On the approach delineated above, the majority in Daniels, per Sachs J, held that the ordinary meaning of the word “spouse” in the Act also encompasses surviving spouses of marriages contracted according to Muslim rites.51 The Court opted for a broad and inclusive construction of the concept which extended the application of the Act to include the surviving spouse of a monogamous Muslim marriage entered into in accordance with Muslim rites. The Court held that the constitutional values of equality, tolerance and respect for diversity point strongly in favour of giving the word “spouse” a broad and inclusive construction. It remarked that any other interpretation would result in a violation of the widow’s rights to equality in relation to marital status, religion and culture and would therefore violate their right to dignity. In my view, the circumstances of that case, allowed for such an interpretation for it was only due to the religion of the parties that their marriage was without recognition, thus there was no undue strain on the language. On the facts of the present case, to read the word “spouse” so as to include multiple spouses would be a significant departure from the ordinary, commonly understood meaning of the word, as it is used in the Act. Therefore, the word “spouse” as it is used in the Act is not capable of being understood to include more than one partner to a marriage. In consequence, we must read in words to cure the defects.
c) Appropriate remedy
Having concluded that section 1 of the Act constitutes an unjustifiable infringement of section 9(3) of the Constitution, I must now consider an appropriate remedy. The constitutional defect in the impugned provision is manifest. It exists because the word “spouse” in the Act excludes widows to polygynous Muslim marriages, thus denying them the protection intended for vulnerable women in our society. The dictates of justice and equity require this Court to grant an effective remedy which shall vindicate their rights.

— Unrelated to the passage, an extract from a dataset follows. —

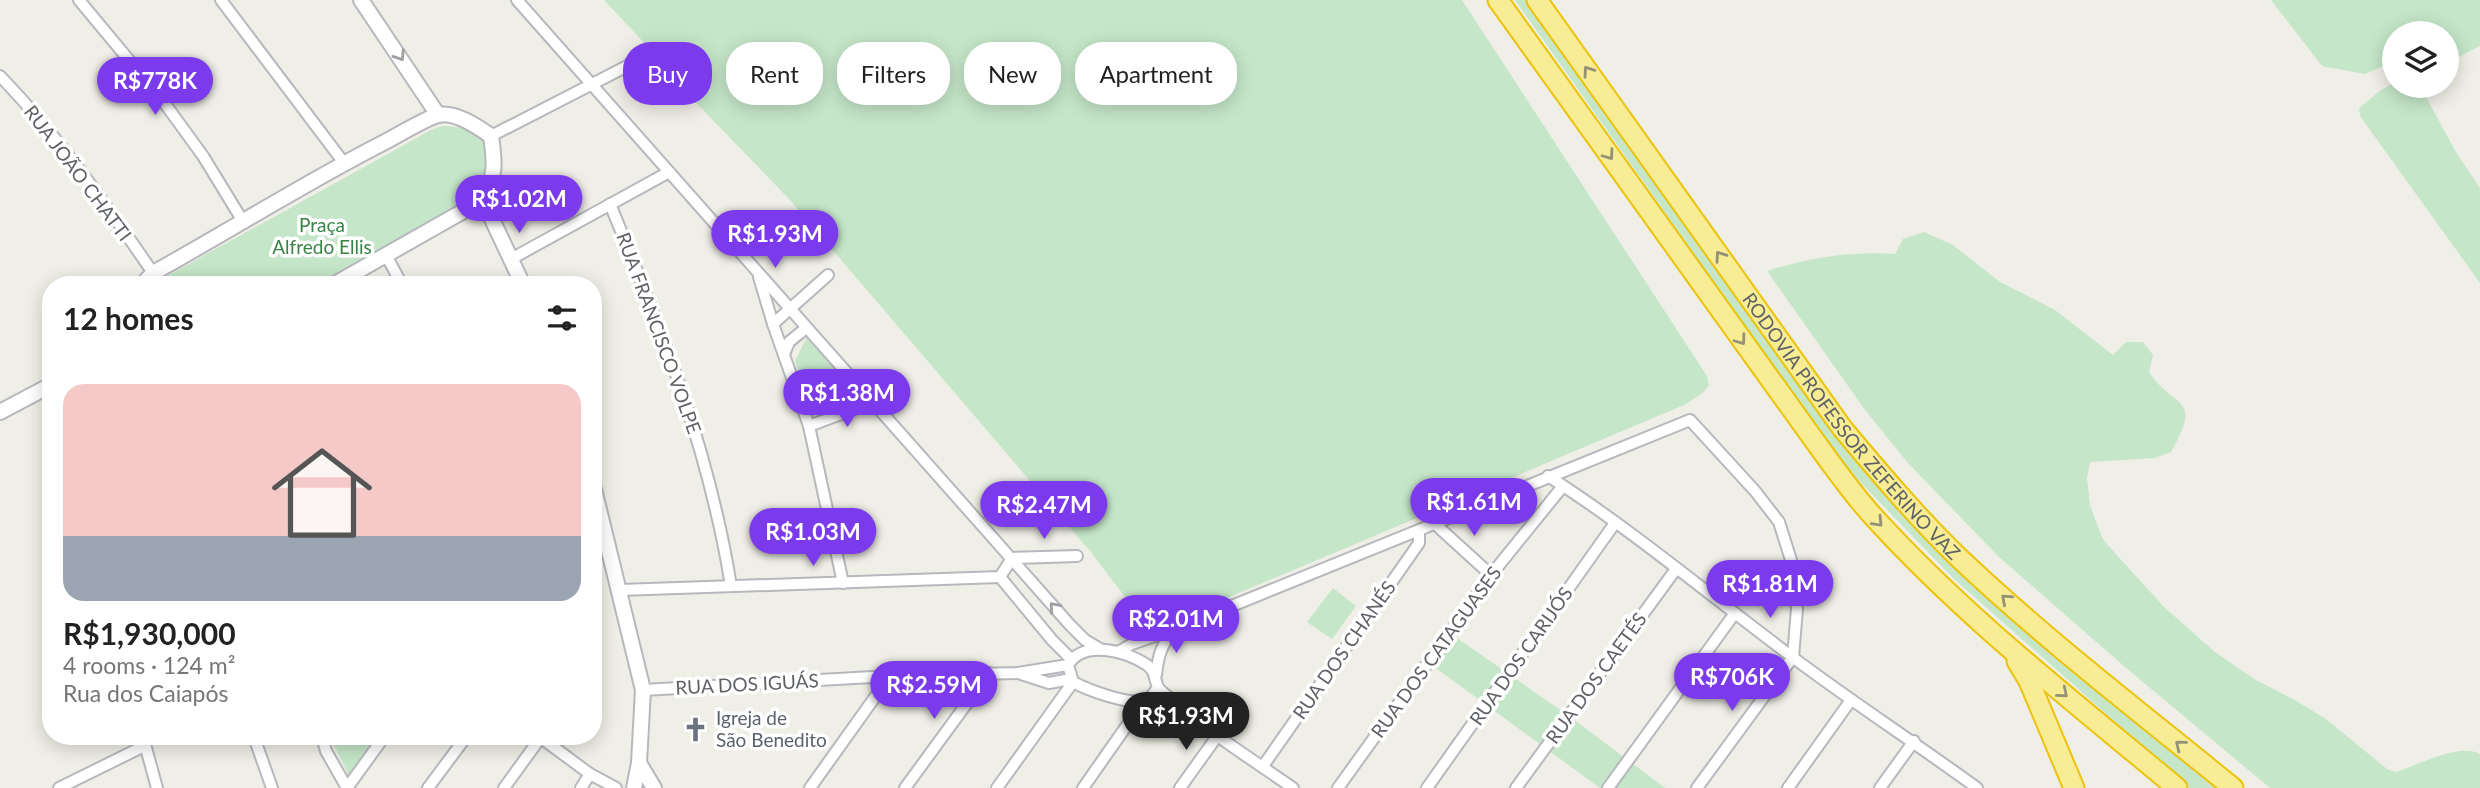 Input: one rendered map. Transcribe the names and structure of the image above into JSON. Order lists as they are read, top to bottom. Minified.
{"streets":{"highway":["RODOVIA PROFESSOR ZEFERINO VAZ"],"street":["RUA JOÃO CHATTI","RUA FRANCISCO VOLPE","RUA DOS CHANÉS","RUA DOS CATAGUASES","RUA DOS CARIJÓS","RUA DOS CAETÉS","RUA DOS IGUÁS"]},"parks":["Praça Alfredo Ellis"],"places":{"church":["Igreja de São Benedito"]},"page":{"chip":["Buy","Rent","Filters","New","Apartment"],"price":["R$778K","R$1.02M","R$1.93M","R$1.38M","R$1.61M","R$2.47M","R$1.03M","R$1.81M","R$2.01M","R$706K","R$2.59M","R$1.93M"],"heading":"12 homes","list":[{"name":"R$1,930,000","note":"4 rooms · 124 m² · Rua dos Caiapós"}]}}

Section 172(1) of the Constitution requires a court, when deciding a constitutional matter within its power, to declare that any law that is inconsistent with the Constitution is invalid to the extent of its inconsistency. It further provides that a court may make any order that is just and equitable, including an order limiting the retrospective effect of the declaration of invalidity for any period and on any conditions to allow the competent authority to correct the defect.
In S v Bhulwana; S v Gwadiso52 this Court stressed that litigants should be granted effective relief and that it is undesirable to restrict the relief to the litigants before a court. It said:
“Central to a consideration of the interests of justice in a particular case is that successful litigants should obtain the relief they seek. . . . In principle too, the litigants before the Court should not be singled out for the grant of relief, but relief should be afforded to all people who are in the same situation as the litigants”.53 (Citations omitted.)
People in the position of the applicant cannot be made to wait to be afforded the protection they are entitled to. The failure to regulate their affairs upon intestacy, as we have seen in this case, does and will continue to have a profoundly detrimental effect on them. This cannot be allowed.
As the text stands now, the word “spouse” is not reasonably capable of being understood to include more than one spouse in the context of a polygynous marriage. The omission of the words “spouses” is therefore inconsistent with the Constitution and those words thus need to be added to the Act so as to cure the defect. Accordingly, I would add the words “or spouses” after each use of the word “spouse” in the Act.
Whilst the declaration of invalidity must be confirmed, albeit in a slightly different manner, the order of the High Court does not entirely remedy the defects in the Act so as to ensure that just and equitable relief is finally granted to those affected and those who might potentially be affected. The extent of the defect appears in the draft order proposed by the parties.54 The draft requires reading words into the Act to give immediate relief, which has a degree of retrospective effect.
The question is whether it is just and equitable to make an order of invalidity that should date back to 1994 when the interim Constitution became operative. As the Court stated in Bhe,55 the declaration of constitutional invalidity must be retrospective to 27 April 1994 in order to avoid patent injustice. The appropriate remedy is to grant an order, the retrospective effect of which should be limited to estates that have not yet been finally wound up.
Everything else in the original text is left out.